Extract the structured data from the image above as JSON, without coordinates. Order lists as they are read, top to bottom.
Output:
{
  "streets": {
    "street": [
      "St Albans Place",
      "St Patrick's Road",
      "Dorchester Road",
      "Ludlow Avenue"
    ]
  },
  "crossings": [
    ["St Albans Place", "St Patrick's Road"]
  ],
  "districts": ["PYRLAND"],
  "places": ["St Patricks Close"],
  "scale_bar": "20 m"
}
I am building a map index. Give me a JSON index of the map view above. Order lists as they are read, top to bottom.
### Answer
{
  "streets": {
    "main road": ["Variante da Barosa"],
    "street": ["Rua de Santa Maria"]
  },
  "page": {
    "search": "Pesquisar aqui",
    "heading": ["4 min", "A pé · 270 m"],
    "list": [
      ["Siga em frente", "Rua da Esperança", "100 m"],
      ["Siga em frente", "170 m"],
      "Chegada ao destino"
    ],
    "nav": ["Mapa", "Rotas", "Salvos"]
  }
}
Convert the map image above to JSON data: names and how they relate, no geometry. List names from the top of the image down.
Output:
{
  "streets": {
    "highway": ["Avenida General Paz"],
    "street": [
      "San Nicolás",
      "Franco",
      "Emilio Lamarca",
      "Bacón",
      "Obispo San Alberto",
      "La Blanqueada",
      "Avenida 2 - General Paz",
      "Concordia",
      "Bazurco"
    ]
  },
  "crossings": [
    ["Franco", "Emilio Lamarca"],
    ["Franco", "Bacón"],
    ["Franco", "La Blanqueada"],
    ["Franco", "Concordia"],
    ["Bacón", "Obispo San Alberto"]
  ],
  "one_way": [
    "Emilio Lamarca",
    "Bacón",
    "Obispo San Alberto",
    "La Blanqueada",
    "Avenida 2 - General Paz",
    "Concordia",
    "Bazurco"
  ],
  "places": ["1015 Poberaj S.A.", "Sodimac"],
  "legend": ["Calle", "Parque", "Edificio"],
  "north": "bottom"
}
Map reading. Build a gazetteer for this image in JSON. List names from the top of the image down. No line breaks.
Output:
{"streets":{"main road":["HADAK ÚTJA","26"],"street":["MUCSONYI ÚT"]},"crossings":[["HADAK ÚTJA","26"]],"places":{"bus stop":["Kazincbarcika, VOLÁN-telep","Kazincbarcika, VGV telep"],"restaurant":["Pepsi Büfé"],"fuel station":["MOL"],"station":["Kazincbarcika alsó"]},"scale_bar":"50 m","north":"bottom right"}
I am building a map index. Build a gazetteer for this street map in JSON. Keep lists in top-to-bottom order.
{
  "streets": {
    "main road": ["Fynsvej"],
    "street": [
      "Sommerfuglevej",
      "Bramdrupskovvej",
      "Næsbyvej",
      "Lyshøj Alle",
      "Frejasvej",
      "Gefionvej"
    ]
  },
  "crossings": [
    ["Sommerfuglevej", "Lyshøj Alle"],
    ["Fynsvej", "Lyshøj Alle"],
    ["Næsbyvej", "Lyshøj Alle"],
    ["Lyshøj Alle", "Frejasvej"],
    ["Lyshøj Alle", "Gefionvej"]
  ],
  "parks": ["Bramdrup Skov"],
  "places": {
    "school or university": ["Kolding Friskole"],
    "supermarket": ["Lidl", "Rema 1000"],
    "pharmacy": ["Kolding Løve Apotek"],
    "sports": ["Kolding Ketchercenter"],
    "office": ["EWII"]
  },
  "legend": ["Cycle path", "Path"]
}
_ _ _
The reply is a bare number, the count of lines in these entries that hold the word "data".

Result:
2